» **PROMPT**
The copy you give must match the lines from the top of the data through the line containing "height:11px; margin:-5.5px; padding:0" exactly, and it must hold no pictures.

» **DATASET EXCERPTS**
═══
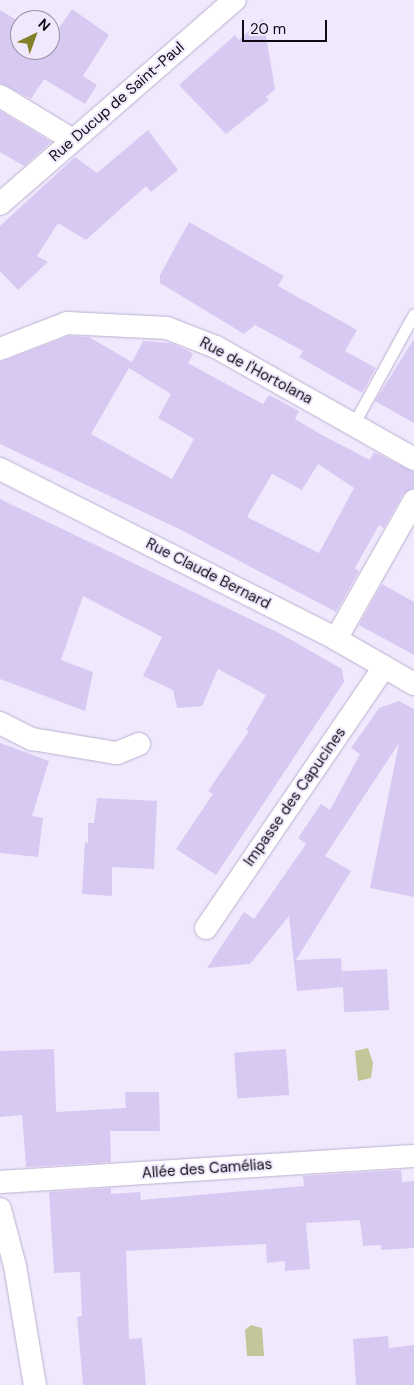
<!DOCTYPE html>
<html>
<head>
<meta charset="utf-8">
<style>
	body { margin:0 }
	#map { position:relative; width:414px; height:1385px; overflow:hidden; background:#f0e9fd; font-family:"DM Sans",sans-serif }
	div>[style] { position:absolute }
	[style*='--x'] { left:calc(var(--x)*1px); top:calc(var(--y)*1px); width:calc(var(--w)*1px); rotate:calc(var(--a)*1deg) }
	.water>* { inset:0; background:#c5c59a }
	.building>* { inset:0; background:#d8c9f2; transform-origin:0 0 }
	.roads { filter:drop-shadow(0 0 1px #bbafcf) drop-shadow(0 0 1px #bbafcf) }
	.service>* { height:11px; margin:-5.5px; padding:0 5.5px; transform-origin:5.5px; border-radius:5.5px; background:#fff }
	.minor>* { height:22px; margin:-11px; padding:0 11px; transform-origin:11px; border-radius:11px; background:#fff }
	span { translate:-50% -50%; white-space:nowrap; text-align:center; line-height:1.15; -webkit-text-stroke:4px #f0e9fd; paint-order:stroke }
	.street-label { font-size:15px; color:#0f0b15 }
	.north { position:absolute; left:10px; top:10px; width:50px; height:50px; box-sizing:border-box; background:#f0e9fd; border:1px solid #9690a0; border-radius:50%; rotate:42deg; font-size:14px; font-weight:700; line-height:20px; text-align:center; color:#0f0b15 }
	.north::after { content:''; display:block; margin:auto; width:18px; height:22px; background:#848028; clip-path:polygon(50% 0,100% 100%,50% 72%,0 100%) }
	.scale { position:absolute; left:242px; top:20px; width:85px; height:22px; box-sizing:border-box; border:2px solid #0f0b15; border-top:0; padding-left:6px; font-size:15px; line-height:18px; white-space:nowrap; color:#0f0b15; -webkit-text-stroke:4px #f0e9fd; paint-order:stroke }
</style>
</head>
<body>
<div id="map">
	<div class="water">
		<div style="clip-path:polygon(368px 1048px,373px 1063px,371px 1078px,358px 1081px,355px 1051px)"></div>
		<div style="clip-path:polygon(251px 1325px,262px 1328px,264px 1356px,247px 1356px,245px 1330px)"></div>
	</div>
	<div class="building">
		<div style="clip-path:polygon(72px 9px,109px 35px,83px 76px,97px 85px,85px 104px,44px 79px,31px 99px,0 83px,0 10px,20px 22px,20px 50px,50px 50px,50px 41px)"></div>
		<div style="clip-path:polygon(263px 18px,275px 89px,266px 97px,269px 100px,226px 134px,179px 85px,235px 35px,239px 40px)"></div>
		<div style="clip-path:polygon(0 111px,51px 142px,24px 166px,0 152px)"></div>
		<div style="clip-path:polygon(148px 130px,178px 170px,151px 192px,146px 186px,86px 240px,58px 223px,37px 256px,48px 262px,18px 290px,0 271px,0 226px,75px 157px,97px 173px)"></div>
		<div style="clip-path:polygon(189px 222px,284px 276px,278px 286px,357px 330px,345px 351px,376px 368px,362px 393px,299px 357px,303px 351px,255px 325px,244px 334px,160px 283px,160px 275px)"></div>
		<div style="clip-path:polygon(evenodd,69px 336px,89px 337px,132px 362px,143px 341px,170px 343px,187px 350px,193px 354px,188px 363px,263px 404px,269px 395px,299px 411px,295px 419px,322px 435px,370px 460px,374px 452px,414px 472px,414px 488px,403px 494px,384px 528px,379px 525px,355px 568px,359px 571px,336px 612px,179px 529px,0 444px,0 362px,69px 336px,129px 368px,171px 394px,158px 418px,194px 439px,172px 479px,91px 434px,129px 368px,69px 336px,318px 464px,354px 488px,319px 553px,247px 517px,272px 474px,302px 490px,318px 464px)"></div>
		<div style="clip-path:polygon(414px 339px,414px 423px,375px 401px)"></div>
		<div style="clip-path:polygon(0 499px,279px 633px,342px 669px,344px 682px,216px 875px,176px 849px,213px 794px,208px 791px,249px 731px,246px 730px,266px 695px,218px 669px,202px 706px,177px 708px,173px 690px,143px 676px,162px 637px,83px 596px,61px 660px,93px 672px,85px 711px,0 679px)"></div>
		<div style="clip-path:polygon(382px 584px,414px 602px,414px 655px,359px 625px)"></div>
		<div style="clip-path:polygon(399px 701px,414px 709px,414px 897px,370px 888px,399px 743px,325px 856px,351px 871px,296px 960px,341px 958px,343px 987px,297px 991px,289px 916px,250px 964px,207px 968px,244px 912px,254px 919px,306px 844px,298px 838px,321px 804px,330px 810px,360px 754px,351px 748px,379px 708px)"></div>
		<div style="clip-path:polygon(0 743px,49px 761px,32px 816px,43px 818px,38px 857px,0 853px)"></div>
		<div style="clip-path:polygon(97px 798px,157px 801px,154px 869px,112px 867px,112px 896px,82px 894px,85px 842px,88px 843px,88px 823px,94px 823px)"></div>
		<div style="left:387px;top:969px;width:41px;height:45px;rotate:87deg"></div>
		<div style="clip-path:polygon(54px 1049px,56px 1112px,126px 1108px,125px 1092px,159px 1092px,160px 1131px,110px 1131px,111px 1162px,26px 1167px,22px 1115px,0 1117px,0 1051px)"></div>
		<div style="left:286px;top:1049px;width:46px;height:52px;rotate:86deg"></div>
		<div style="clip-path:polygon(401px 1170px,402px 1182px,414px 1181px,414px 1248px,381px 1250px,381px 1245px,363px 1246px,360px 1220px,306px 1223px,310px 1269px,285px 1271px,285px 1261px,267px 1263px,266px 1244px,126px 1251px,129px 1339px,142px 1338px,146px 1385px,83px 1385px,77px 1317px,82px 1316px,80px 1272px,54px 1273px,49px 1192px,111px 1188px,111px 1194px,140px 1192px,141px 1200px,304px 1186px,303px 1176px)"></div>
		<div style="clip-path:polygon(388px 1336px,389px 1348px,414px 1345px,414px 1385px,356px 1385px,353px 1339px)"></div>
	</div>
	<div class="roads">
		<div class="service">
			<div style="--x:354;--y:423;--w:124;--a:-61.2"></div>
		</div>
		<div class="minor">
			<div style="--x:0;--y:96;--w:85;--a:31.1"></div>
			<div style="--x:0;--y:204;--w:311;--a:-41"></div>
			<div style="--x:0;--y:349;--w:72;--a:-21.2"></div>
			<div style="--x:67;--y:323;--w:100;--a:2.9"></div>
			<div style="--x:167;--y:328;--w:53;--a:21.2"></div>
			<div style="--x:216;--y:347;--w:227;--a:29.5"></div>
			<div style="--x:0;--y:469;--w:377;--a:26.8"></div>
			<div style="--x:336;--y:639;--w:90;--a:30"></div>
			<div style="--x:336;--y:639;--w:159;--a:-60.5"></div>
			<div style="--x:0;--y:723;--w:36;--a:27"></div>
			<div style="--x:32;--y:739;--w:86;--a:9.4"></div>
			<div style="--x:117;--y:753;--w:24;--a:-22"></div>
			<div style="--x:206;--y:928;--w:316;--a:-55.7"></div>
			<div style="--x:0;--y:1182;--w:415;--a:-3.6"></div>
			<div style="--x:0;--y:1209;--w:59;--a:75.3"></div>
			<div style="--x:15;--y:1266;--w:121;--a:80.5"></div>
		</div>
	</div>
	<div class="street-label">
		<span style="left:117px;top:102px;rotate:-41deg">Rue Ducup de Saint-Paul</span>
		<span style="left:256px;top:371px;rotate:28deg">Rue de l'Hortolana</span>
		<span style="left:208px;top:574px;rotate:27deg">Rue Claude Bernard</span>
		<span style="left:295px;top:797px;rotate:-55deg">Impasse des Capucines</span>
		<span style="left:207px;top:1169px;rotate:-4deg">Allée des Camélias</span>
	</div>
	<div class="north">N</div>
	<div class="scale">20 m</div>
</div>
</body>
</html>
═══
» **TASK OUTPUT**
<!DOCTYPE html>
<html>
<head>
<meta charset="utf-8">
<style>
	body { margin:0 }
	#map { position:relative; width:414px; height:1385px; overflow:hidden; background:#f0e9fd; font-family:"DM Sans",sans-serif }
	div>[style] { position:absolute }
	[style*='--x'] { left:calc(var(--x)*1px); top:calc(var(--y)*1px); width:calc(var(--w)*1px); rotate:calc(var(--a)*1deg) }
	.water>* { inset:0; background:#c5c59a }
	.building>* { inset:0; background:#d8c9f2; transform-origin:0 0 }
	.roads { filter:drop-shadow(0 0 1px #bbafcf) drop-shadow(0 0 1px #bbafcf) }
	.service>* { height:11px; margin:-5.5px; padding:0 5.5px; transform-origin:5.5px; border-radius:5.5px; background:#fff }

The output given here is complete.